In Chatterjee (2007), the purpose is to generate novel $(x,y)$ pairs with the same means and standard deviations from initial dataset, while maximizing different "discrepancy/dissimilarity" objective functions. As these functions can be non-convex or non-differentiable, they use genetic algorithms (GA). Important steps consist in ortho-normalization, which is very consistent with preserving mean and (unit-)variance. The paper's figures (half the paper content) superimpose input and GA output data. My opinion is that GA outputs lose a lot of the original intuitive interpretation.

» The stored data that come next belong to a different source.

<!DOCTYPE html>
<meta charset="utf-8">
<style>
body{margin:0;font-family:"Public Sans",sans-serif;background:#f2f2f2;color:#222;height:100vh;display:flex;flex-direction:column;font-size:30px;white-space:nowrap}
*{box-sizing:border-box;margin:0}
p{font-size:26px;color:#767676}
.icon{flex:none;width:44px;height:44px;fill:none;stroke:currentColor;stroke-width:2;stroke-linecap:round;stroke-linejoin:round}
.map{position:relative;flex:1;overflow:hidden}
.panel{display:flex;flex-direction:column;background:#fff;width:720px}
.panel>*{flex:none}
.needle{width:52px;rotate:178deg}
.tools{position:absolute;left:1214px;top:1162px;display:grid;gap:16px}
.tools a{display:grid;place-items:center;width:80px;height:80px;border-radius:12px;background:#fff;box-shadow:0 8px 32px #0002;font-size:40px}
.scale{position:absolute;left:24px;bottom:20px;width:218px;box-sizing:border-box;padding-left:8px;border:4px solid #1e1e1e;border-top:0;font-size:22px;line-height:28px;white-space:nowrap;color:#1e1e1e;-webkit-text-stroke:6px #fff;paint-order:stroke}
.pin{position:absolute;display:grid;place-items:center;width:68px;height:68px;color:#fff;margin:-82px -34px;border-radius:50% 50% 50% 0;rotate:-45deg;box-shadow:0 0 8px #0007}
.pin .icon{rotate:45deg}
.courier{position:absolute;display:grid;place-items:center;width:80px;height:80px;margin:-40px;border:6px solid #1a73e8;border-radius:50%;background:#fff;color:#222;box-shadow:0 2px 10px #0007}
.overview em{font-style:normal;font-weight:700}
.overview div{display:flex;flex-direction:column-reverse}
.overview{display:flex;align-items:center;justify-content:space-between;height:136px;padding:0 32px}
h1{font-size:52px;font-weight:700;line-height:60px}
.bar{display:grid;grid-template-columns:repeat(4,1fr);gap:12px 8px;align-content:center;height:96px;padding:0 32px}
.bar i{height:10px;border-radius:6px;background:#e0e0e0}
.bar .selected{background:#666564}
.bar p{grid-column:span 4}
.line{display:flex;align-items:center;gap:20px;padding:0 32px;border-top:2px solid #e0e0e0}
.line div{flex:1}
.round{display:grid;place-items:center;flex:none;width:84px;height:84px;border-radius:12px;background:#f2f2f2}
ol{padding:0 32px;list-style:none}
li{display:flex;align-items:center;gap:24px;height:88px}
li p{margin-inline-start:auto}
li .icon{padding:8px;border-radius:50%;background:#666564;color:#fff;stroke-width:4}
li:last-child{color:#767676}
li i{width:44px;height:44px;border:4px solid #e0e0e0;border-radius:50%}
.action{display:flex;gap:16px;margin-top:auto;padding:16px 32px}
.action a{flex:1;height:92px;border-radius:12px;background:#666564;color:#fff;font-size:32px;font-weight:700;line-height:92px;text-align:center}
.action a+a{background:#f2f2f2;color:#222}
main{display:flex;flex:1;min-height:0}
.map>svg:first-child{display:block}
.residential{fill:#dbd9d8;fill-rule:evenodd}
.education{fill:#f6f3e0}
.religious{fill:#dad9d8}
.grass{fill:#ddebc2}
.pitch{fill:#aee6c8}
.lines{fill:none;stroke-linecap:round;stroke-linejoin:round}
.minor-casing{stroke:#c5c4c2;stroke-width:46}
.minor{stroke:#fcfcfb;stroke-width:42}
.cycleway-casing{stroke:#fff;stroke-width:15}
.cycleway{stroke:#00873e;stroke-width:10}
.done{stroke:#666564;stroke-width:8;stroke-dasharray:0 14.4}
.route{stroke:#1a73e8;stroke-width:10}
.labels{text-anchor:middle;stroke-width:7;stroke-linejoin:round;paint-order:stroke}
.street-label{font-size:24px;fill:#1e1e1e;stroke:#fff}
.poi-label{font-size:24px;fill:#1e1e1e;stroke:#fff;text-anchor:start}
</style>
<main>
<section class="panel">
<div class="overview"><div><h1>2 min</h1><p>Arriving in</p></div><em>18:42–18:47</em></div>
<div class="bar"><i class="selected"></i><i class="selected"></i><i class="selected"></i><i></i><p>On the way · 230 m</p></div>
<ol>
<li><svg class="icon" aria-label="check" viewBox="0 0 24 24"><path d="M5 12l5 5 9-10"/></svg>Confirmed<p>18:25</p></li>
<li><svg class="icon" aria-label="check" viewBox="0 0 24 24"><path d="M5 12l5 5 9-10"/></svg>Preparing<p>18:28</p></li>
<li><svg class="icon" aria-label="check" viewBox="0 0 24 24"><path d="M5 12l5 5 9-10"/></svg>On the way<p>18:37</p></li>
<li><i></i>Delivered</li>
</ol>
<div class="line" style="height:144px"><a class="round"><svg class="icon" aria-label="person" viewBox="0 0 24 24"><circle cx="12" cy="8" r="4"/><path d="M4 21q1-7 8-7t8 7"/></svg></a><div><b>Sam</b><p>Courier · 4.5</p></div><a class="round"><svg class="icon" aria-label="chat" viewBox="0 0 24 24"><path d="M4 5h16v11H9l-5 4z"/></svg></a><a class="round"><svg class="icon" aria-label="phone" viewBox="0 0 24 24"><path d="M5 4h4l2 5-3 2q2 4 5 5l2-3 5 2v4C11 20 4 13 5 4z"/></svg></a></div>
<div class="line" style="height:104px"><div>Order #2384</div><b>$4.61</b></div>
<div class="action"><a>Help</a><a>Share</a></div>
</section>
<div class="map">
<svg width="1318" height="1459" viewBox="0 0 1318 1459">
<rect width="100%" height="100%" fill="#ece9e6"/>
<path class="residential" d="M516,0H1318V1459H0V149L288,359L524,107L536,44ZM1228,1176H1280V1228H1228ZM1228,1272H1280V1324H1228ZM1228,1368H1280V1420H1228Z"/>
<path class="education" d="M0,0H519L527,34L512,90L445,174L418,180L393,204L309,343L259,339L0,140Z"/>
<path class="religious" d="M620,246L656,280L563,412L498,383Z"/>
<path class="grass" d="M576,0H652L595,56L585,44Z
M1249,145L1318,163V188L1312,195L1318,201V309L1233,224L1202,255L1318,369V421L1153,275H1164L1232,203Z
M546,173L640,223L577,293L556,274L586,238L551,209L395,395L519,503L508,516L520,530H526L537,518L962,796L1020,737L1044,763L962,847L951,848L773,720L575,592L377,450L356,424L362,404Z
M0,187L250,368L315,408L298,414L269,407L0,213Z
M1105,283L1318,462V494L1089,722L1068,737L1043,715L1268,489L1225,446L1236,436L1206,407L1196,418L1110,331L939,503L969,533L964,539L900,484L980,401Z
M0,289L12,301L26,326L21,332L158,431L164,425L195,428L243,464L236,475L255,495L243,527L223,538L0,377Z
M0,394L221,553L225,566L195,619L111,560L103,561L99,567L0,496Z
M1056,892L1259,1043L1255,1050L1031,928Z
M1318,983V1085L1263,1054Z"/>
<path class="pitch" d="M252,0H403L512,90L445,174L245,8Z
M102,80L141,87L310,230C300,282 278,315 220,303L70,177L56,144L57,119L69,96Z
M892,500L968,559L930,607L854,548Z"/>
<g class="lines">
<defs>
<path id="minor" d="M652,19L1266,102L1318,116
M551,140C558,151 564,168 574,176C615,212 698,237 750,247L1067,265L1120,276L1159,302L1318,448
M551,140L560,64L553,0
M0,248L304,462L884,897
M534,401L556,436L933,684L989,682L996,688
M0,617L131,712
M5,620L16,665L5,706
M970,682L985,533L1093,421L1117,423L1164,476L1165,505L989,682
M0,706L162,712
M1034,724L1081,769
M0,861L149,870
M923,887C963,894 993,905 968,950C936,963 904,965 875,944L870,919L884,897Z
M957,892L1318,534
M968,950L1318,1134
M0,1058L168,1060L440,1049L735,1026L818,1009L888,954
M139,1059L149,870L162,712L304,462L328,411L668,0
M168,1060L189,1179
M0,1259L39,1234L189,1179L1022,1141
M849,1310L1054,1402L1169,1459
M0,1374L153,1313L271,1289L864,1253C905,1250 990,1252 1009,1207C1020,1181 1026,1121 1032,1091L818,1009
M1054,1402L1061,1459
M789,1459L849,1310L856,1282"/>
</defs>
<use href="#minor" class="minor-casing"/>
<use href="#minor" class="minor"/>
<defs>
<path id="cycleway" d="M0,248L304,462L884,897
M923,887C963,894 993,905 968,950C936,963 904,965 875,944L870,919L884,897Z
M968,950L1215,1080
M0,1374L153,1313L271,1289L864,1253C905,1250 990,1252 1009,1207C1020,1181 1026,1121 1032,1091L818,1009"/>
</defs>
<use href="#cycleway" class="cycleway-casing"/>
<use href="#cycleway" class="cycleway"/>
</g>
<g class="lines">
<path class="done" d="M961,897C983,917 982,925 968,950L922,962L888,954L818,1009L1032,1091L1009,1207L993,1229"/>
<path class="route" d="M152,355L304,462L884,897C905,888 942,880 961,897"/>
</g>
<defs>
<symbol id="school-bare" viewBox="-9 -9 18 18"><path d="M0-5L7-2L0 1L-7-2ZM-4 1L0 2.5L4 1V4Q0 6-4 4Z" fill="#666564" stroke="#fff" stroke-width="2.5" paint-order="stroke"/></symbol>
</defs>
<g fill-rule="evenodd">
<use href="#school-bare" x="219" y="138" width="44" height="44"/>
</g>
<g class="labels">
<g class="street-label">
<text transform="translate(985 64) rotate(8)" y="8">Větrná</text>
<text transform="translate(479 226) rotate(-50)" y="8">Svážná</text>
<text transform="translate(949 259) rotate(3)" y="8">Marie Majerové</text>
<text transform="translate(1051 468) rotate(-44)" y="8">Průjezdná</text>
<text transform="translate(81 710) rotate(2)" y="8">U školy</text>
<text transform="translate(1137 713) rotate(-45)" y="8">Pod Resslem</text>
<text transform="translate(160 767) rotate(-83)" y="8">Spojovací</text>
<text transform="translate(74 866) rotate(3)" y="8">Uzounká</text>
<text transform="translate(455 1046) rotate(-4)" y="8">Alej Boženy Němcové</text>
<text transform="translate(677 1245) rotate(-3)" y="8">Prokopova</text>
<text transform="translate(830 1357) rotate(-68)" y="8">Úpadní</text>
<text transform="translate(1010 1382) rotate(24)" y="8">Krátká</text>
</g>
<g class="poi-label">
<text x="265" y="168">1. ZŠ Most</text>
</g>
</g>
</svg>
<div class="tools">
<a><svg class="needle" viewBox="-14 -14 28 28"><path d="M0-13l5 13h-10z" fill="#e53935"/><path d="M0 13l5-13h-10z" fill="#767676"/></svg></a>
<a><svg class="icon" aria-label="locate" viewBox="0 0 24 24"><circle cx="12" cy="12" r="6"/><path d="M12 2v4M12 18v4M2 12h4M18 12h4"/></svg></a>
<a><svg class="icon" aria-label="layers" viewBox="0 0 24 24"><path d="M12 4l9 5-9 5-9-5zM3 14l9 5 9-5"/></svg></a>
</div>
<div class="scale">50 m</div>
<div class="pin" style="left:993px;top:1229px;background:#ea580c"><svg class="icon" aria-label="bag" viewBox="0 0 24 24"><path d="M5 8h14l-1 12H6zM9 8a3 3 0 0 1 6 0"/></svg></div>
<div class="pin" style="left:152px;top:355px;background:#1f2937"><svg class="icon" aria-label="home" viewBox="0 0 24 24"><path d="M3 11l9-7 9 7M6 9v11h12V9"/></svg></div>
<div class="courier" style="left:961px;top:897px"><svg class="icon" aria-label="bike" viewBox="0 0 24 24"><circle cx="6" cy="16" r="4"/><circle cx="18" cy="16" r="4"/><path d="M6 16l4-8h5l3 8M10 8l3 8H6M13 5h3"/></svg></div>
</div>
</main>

And technically, neither the median nor the midrange is preserved, and the paper does not mention renormalization procedures that would preserve $\ell_2$, $\ell_1$ and $\ell_\infty$ stats.

Best Answer

To be concrete, I'm considering the problem of creating two datasets each of which suggests a relationship but the relationship of each is different, and yet also have approximately the same:

  • mean x
  • mean y
  • SD x
  • SD y
  • median x
  • median y
  • minimum x
  • minimum y
  • maximum x
  • maximum y
  • median absolute deviation from the median of x
  • median absolute deviation from the median of y
  • coefficients from simple linear regression of y on x

Perhaps this is cheating, but one way to make this problem a lot easier is to use a dataset where the best-fitting line is the x-axis, $\operatorname{mean} y = 0$, and $\min y = -\max y$. Then we can just flip the data vertically to get something suggestive of a clearly distinct distribution but where all the above statistics are preserved.

Consider, for example,

\begin{array}{ccccccccccc} x & 0 & \tfrac{1}{9} & \tfrac{2}{9} & \tfrac{3}{9} & \tfrac{4}{9} & \tfrac{5}{9} & \tfrac{6}{9} & \tfrac{7}{9} & \tfrac{8}{9} & 1 \\ \hline y & -1 & -\tfrac{1}{2} & 0 & \tfrac{1}{2} & 1 & 1 & \tfrac{1}{2} & 0 & -\tfrac{1}{2} & -1 \end{array}

which has a upward-V-shaped graph like this:

graph

Replace $y$ with $-y$ and you get a downward V with all the same statistics, and not just approximately, but exactly.